Being pure math [which he refers to] is not equivalent to being about math.

In other words, your definition of "about math" cannot be correlated with his definition of "math".

Sorry I thought this was IMO webpage.

Yes, I thought so.

Well, A was math and because of this I managed a +111! I think i'll be posting "lets hope for math" more often!

I think i'll be posting "let's not hope for math more often".

D was math too. Why didn't you solve it?

Because it is D :(

are you fu**ing kidding me again??!

The only difference between official and unofficial participation is that TOP100 receive T-shirts :P?

hmm, good point. i wonder if

unofficial participantswho finish intop 100will receive a T-shirt or not.Last year I finished 19th and received nothing, because didn't participate in the first round.

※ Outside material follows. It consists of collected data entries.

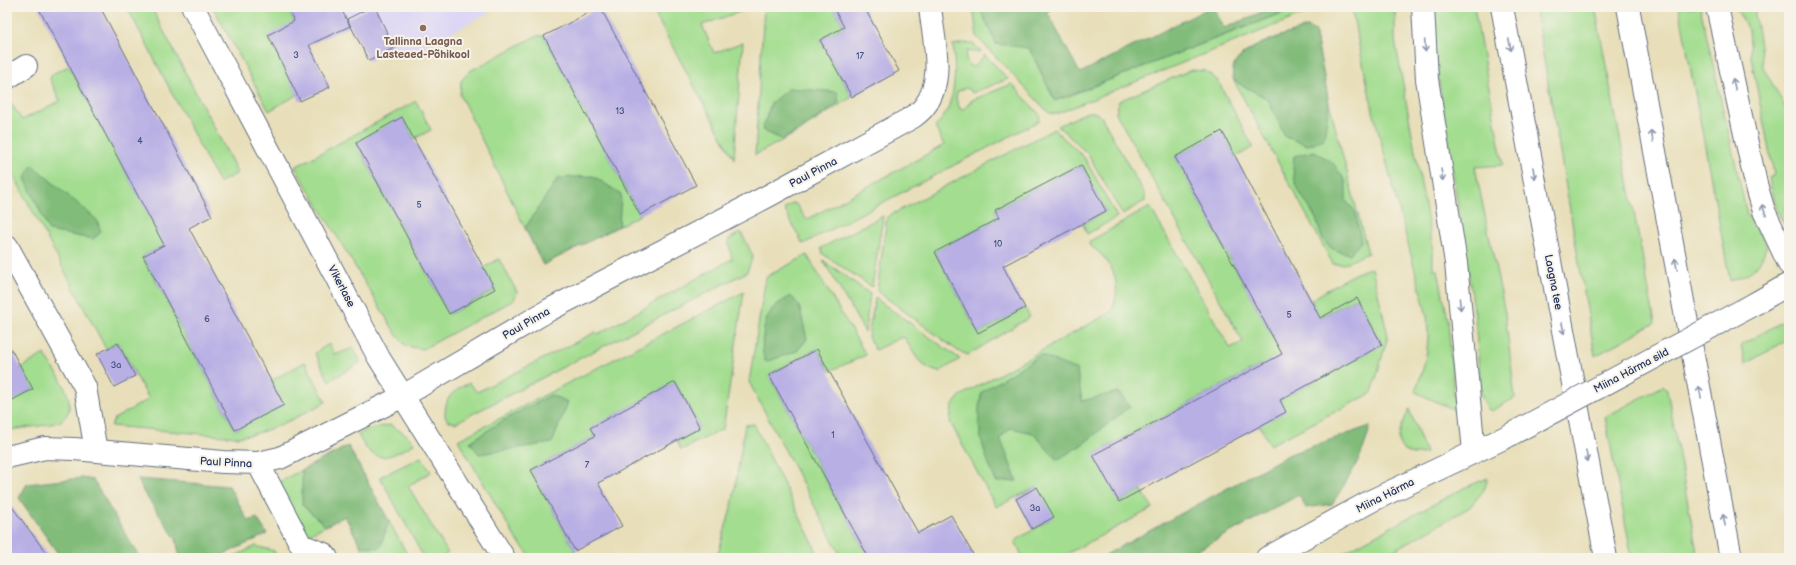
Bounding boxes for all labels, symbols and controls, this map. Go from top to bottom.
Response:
marker: Tallinna Laagna Lasteaed-Põhikool [418,23,428,33]
place label: Tallinna Laagna Lasteaed-Põhikool [376,35,470,61]
one-way arrow [1506,38,1514,51]
one-way arrow [1422,39,1429,52]
house number: 3 [293,50,299,61]
house number: 17 [856,51,865,62]
one-way arrow [1729,78,1737,91]
house number: 13 [615,106,625,117]
one-way arrow [1648,130,1656,143]
house number: 4 [137,136,143,147]
street label: Paul Pinna [787,154,839,190]
one-way arrow [1530,166,1538,179]
one-way arrow [1438,168,1446,181]
house number: 5 [416,200,422,211]
one-way arrow [1760,205,1768,217]
house number: 10 [994,239,1002,250]
street label: Laagna tee [1542,253,1565,311]
one-way arrow [1672,258,1680,271]
street label: Vikerlase [325,263,358,310]
one-way arrow [1456,297,1463,310]
street label: Paul Pinna [500,305,552,342]
house number: 5 [1286,310,1292,321]
house number: 6 [204,314,210,325]
one-way arrow [1559,321,1567,334]
street label: Miina Härma sild [1591,345,1671,396]
house number: 3a [111,360,121,371]
one-way arrow [1696,386,1704,399]
house number: 1 [831,430,835,441]
one-way arrow [1583,449,1591,462]
street label: Paul Pinna [199,455,252,470]
house number: 7 [585,460,590,471]
street label: Miina Härma [1354,475,1417,516]
house number: 3a [1030,503,1040,514]
one-way arrow [1720,514,1728,527]

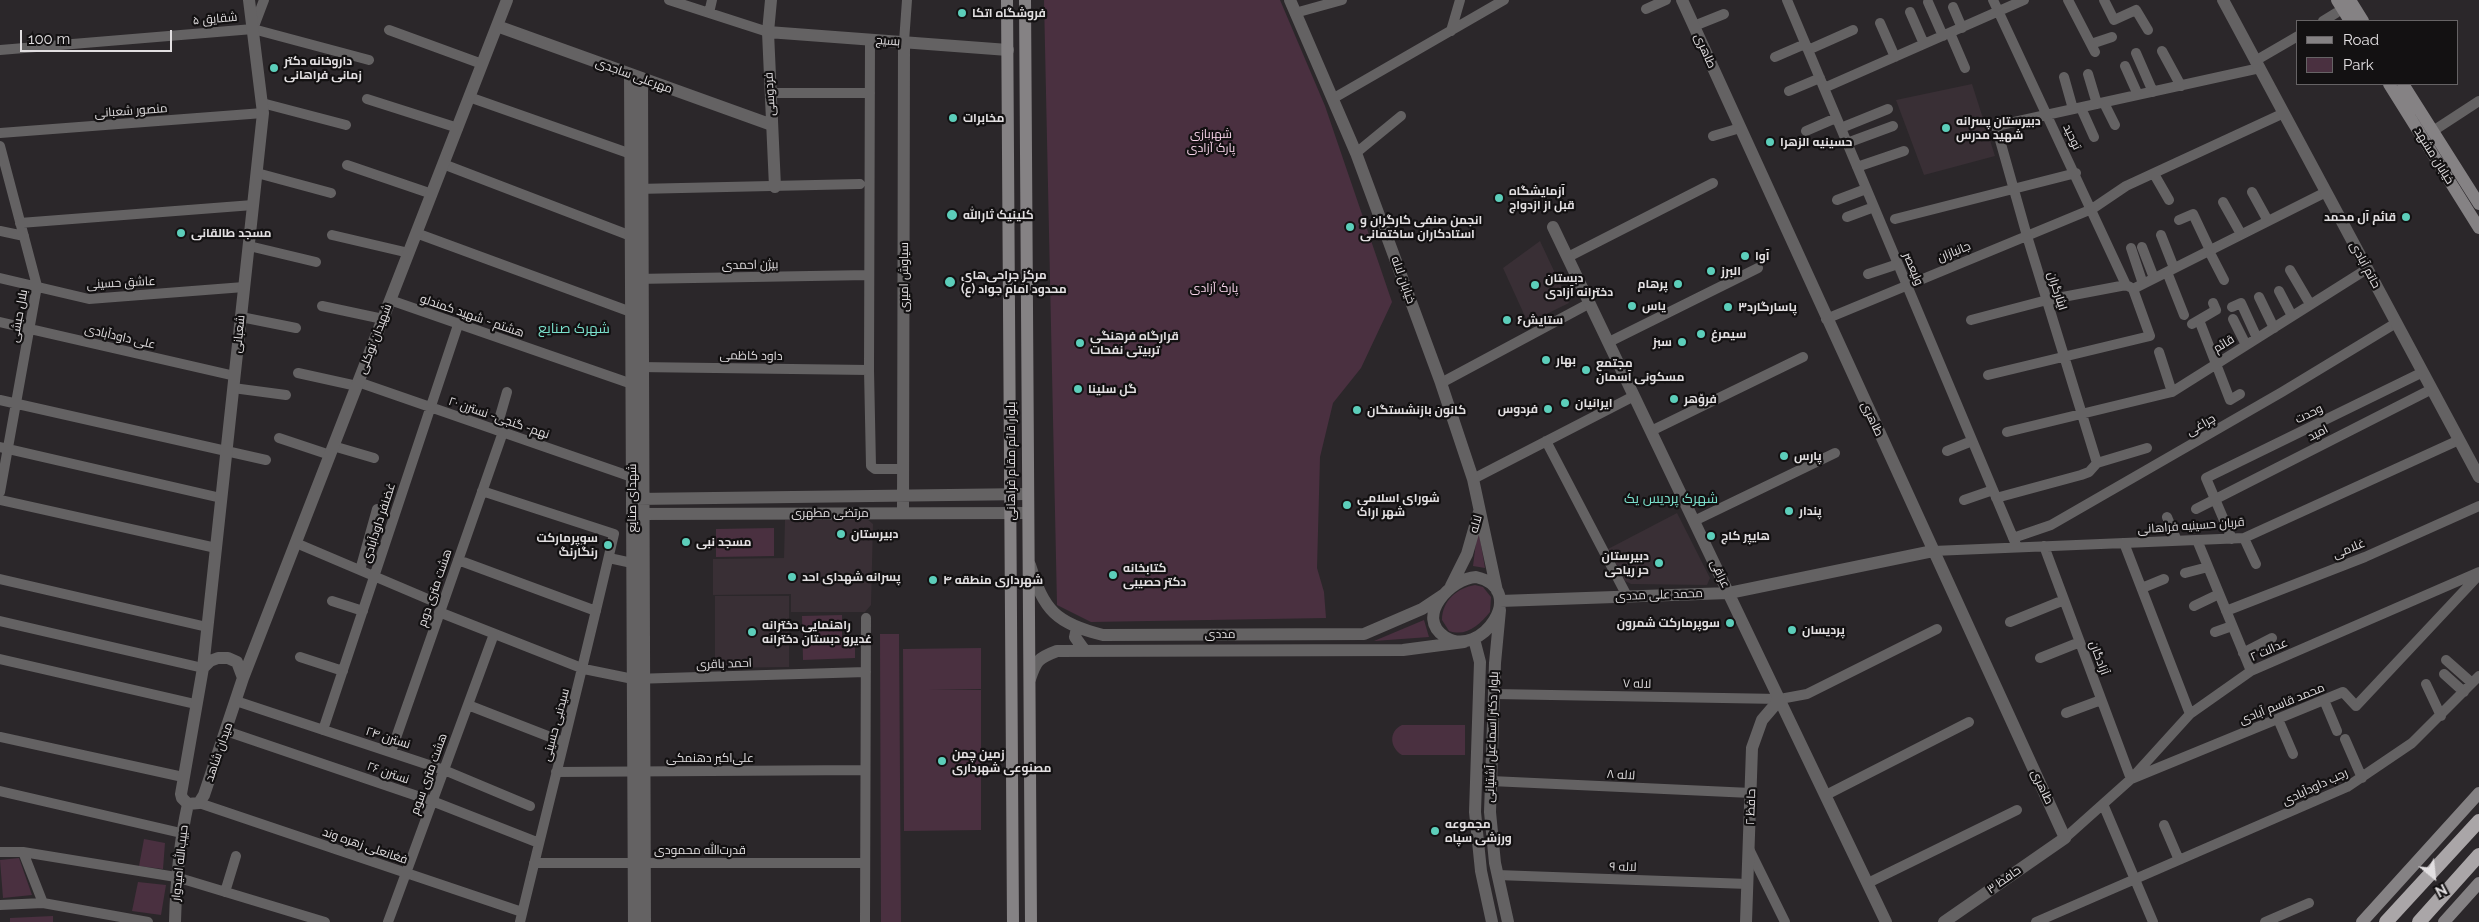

tourist win the online round last year, but he couldn't receive anything

If so, then there won't be absolutely any difference between them :P.

Yeah. Unofficial participants cannot receive T-shirts, no matter how good their results are :P

Note : Problems not designed for Div.2, so have very people out of competition (Link)

umm, but the post says that the contest will be

ratedeven for unofficial participants.But the post not this.Are you sure?

Good Luck :)

Round 1 -> 3700 registrants

Round 2 -> 1800 registrants

It seems that the warning for hard problems is very scary and effective!

b.... it's because today in chine is ghost day. and it's begin in 1:00 to 4:00. so many people already sleep yet,like me haha...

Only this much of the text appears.